Le commerce des services est le segment le plus dynamique du commerce international en termes de croissance et est défini dans l’Accord général sur le commerce des services (AGCS) en fonction de quatre modes de fourniture:
transfrontalier, consommation à l’étranger, présence commerciale et présence de personnes physiques. Parmi ceux-ci, le mode 4 « concerne les individus qui se déplacent depuis leur propre pays pour fournir des services dans un autre » (OMC, 2015) et peut être lié à la mobilité de la main-d’œuvre.
On considère que la migration a deux principaux types d’incidences sur le commerce bilatéral :
1) Incidences sur les coûts de transaction : Les migrants ont souvent une connaissance approfondie du marché, des réseaux sociaux et commerciaux, de la langue et des pratiques commerciales de leur pays d’origine. Cette connaissance, s’ajoutant à l’accès qu’ils peuvent avoir au marché de leur pays d’accueil, peut réduire les dépenses encourues tant pour les importations que pour les exportations.
2) Incidences des préférences des immigrés : La demande des immigrés pour les produits de leur pays d’origine augmente les importations de ces « biens nostalgiques » dans les pays d’accueil. À long terme, ces importations peuvent diminuer si l’ampleur de la communauté immigrée devient suffisamment conséquente pour que les entreprises locales du pays d’accueil puissent produire ces biens.
Les incidences de la migration sur le commerce sont souvent décrites en termes d’élasticité du commerce aux migrations, qui correspond à la variation en pourcentage du commerce causée par une augmentation de 1 % de la population d’immigrés (Genç, 2014).
En termes économiques, si une augmentation de la migration entraîne une augmentation des échanges, migration et commerce sont considérés comme complémentaires. Par exemple, si les migrants réduisent les coûts de transaction du commerce et augmentent la demande de biens nostalgiques, ils entraînent un accroissement du commerce entre leur pays d’origine et leur pays d’accueil.
En revanche, si une augmentation de la migration entraîne une diminution des échanges, migration et commerce sont considérés comme substituables. Par exemple, si l’intensification des échanges crée de nouvelles possibilités d’emploi et améliore le bien-être dans les pays d’origine des migrants, moins de personnes peuvent être enclines à partir.

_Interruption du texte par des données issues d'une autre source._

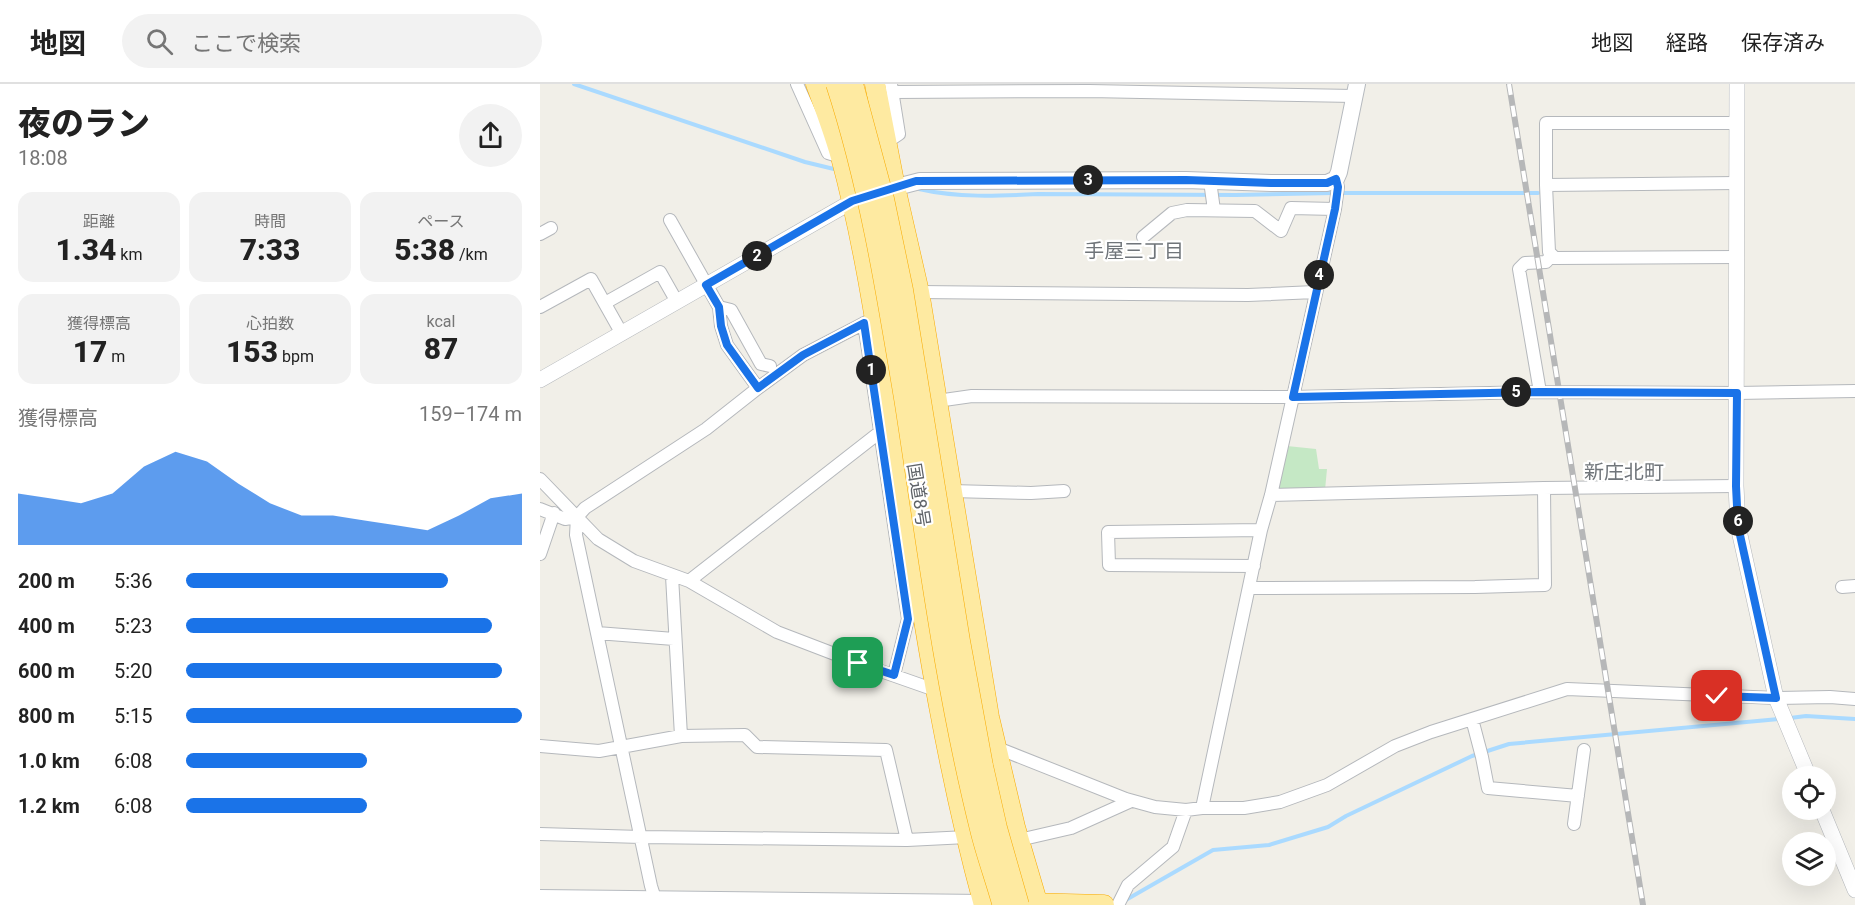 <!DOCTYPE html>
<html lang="ja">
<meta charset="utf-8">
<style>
body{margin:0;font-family:Roboto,"Noto Sans JP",sans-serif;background:#f2f2f2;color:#222;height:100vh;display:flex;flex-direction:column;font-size:22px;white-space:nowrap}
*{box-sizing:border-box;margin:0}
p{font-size:20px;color:#767676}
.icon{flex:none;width:33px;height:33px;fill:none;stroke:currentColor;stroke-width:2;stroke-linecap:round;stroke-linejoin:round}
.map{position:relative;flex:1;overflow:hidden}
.details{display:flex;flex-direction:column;background:#fff;width:540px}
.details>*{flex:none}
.tools{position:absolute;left:1242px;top:682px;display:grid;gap:12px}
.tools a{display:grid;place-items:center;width:54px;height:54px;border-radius:50%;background:#fff;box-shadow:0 6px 24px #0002;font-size:30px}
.pin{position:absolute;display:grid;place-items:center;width:51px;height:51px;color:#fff;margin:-26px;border-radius:12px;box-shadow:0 3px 9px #0006}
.km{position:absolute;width:30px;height:30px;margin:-15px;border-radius:50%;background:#222;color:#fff;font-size:16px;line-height:30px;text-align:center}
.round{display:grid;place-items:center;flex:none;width:63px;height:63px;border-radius:32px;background:#f2f2f2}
.headline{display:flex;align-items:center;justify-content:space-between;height:102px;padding:0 18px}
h1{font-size:33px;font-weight:800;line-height:45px}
.metrics{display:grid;grid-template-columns:repeat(3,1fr);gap:9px;height:102px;padding:6px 18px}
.metrics div{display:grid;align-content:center;border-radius:15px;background:#f2f2f2;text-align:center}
.metrics b{font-size:30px;font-weight:800}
.metrics small{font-size:16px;font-weight:400}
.metrics p{font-size:16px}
.chart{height:168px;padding:12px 18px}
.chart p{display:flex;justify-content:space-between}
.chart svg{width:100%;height:108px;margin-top:6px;fill:#1a73e8;opacity:.7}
ul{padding:0 18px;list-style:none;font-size:20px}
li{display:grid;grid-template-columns:96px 72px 1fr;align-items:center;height:45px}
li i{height:15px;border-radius:8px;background:#1a73e8}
header{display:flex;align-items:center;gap:36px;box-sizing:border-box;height:84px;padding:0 30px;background:#fff;border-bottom:2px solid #e0e0e0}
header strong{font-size:28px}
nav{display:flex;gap:33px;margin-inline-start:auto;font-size:21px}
.search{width:420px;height:54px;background:#f2f2f2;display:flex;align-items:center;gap:15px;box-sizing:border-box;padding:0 21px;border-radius:33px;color:#767676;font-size:22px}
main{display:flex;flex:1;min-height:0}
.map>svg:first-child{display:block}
</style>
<header>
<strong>地図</strong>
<div class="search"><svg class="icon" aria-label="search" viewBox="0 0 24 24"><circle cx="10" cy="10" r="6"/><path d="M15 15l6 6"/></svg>ここで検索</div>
<nav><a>地図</a><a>経路</a><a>保存済み</a></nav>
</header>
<main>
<section class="details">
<div class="headline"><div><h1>夜のラン</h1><p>18:08</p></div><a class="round"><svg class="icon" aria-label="share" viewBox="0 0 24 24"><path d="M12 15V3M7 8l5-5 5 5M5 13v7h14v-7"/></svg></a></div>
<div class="metrics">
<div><p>距離</p><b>1.34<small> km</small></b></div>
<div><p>時間</p><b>7:33</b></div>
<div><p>ペース</p><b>5:38<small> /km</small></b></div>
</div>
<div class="metrics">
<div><p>獲得標高</p><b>17<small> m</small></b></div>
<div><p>心拍数</p><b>153<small> bpm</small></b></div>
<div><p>kcal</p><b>87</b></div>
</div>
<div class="chart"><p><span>獲得標高</span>159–174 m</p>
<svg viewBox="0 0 160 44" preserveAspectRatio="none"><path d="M0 44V23L10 25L20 27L30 23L40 12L50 6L60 10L70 19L80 27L90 32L100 32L110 34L120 36L130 38L140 32L150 25L160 23V44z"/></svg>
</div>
<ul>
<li><b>200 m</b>5:36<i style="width:78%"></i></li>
<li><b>400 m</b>5:23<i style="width:91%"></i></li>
<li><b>600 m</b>5:20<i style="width:94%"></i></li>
<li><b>800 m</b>5:15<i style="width:100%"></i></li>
<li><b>1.0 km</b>6:08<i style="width:54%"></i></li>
<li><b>1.2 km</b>6:08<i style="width:54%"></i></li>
</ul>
</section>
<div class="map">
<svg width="1315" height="821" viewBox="0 0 1315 821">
<rect width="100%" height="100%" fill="#f1efe8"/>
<path fill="#c5e8c5" d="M747,362L776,365L779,385H787L785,406L743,408L738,401Z"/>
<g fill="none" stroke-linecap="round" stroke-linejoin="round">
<path stroke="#aadaff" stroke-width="4" d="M34,0L265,78L298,86
M379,105C417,114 458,112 498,110L696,111L793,109
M801,109H998
M1250,634L1266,632L1315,635
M584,817L673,766L729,761L788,743L806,732L932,672L969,660L1239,635"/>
<defs>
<path id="minor" d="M257,0L288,69L301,73
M353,8L549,7L814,12
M347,58L359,50L351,0
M670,97L674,126
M1006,101L1197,99
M130,136L179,223L181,242L187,261L218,304
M0,150L11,144
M603,153L632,129L647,126L715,127L741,147L751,124L795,125
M1197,173L1015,174L1009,168L1006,101V39H1197
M379,208L708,211L775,208
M65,219L120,188L137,218
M0,223L51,195L82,250
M179,223L191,226L221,280L230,282
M324,239L368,535L354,591
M1000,308L979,185L985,179L1006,178L1012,171
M397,317L432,312L753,313L1000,308L1197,309L1315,307
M0,395L58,455L94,477L149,497L237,548L318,579L395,606
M411,407L491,409L524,407
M731,411L1004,404L1196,402
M0,425L25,435L37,433L45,424L166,345L218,304L263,271L336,233
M37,433L36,451L111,802L117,821
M0,470L14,429
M714,482L569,481L568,448L721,446
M132,492L141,652
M149,497L340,348L345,346
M1302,503L1315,502
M709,504L935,503L1005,501L1004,404
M57,549L134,555
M932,635L942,673L948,704L1038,712
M0,662L59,667L141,652L205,651L217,663L346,666L367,756
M455,663L586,715L615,723L646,726L662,724H704L740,718L787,701L855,662L891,648L1027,605L1236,614L1290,613L1315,615
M662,724L721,446L731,411L795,125L798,103L796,95
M1034,740L1044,666
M0,750L101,753L367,756L427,753
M479,756L531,744L591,717
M578,821L588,801L633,763L646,726"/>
<path id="tertiary" d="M1197,0L1196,402L1198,442L1236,614L1269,693
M0,296L313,117
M1282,726L1315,806"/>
<path id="secondary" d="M345,106L380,97L646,96L731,99H787L796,95L799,88L817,0
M0,814L443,819"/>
<path id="trunk" d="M276,0C285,24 294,48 301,73C325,162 338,254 353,345C379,504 401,665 444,821
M335,0L355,103L379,208L449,633L475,743L498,821
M486,819L564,821"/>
</defs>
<use href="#minor" stroke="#b5b8bc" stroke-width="14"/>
<use href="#tertiary" stroke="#b5b8bc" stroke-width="16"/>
<use href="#secondary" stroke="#b6babf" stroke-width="18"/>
<use href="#trunk" stroke="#f9ab00" stroke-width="21"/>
<use href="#minor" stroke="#fff" stroke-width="12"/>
<use href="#tertiary" stroke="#fff" stroke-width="15"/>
<use href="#secondary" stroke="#fff" stroke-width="16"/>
<use href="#trunk" stroke="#feeaa1" stroke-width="20"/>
<defs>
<path id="rail" d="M969,0L1103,821"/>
</defs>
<use href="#rail" stroke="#b6b7b8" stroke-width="6"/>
<use href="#rail" stroke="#fff" stroke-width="4" stroke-dasharray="11" stroke-linecap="butt"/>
<defs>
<path id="trunk-bridge" d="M296,0C330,104 347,212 365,320C387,462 405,605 440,745C446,770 455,794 462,819
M313,0L344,115L363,206L420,557L443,682L457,744L479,821"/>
</defs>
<use href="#trunk-bridge" stroke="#f9ab00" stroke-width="21" stroke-linecap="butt"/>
<use href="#trunk-bridge" stroke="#feeaa1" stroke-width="20"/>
</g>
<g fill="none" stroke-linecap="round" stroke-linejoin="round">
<defs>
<path id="route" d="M318,579L354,591L368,535L324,239L263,271L218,304L187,261L181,242L179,223L166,201L312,117L376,97L646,96L731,99H787L796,95L798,103L795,125L753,313L1000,308L1197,309L1196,402L1198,442L1236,614L1177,612"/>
</defs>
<use href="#route" stroke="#fff" stroke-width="12"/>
<use href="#route" stroke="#1a73e8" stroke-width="8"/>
</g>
<g text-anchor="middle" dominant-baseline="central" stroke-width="4.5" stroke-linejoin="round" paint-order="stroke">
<g font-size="18" fill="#5f6368" stroke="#fff">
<text transform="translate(379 411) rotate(81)">国道8号</text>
</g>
<g font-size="20" fill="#70757a" stroke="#fff">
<text x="594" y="167">手屋三丁目</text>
<text x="1084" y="388">新庄北町</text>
</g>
</g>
</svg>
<div class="tools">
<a><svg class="icon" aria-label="locate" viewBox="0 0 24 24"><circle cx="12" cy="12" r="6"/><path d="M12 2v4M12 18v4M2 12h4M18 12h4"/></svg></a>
<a><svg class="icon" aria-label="layers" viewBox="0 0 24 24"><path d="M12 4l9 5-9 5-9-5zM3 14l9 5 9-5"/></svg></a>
</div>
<div class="pin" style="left:318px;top:579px;background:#1e9e55"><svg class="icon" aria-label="arrive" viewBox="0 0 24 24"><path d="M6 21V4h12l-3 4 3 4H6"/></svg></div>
<div class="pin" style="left:1177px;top:612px;background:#d93025"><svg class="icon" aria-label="check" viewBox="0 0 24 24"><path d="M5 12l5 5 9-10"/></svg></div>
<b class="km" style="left:331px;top:286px">1</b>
<b class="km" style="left:217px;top:172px">2</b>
<b class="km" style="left:548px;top:96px">3</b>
<b class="km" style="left:779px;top:191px">4</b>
<b class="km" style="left:976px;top:308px">5</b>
<b class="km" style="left:1198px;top:437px">6</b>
</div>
</main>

Un examen quantitatif de 48 études réalisées entre 1994 et 2010 montre que la majorité des élasticités du commerce avec les immigrés étaient positives. Ces élasticités estimées de l’immigration impliquent que, à un niveau statistiquement significatif, une augmentation de 10 % du nombre d’immigrés peut entraîner une croissance du commerce de 1,5 % en moyenne (Genc, Gheasi, Nijkamp et Poot, 2012). Par exemple, sans tenir compte des facteurs non observés avant 2000, on estime qu’une augmentation de 10 % du nombre d’immigrés a fait croître les exportations des Etats-Unis d’Amérique de 4,8 % et les importations de la Suisse de 3 % (ibid.). On constate généralement que migration et commerce international sont complémentaires (voir le document de l’OIM à paraître par Cottier et Shinghal, 2019).
Si immigration et émigration ont apparemment un effet stable et significatif sur le commerce lorsqu’elles sont étudiées à un moment précis, la migration semble avoir un effet négligeable sur le commerce à long terme lorsque l’on tient compte des liens bilatéraux non observés (Parsons, 2012). L’analyse des effets de la migration sur le commerce au niveau des pays montre que les migrants peuvent entraîner l’accroissement comme la diminution des échanges(ibid.).
L’ampleur du commerce bilatéral augmente en proportion de celle des flux entrants de migration (Fagiolo et Mastrorillo,2014). Les immigrés en provenance de pays tiers peuvent également accroître les flux d’importation bilatéraux lorsque leur pays d’origine bénéficie d’une protection tarifaire élevée (Figueiredo, Lima et Orefice, 2016). En outre, une augmentation de 1 % des immigrés amène les entreprises de la zone d’accueil à exporter 6 à 10 % de services supplémentaires vers le pays d’origine des immigrés (Gianmarco, Peri et Wright, 2015).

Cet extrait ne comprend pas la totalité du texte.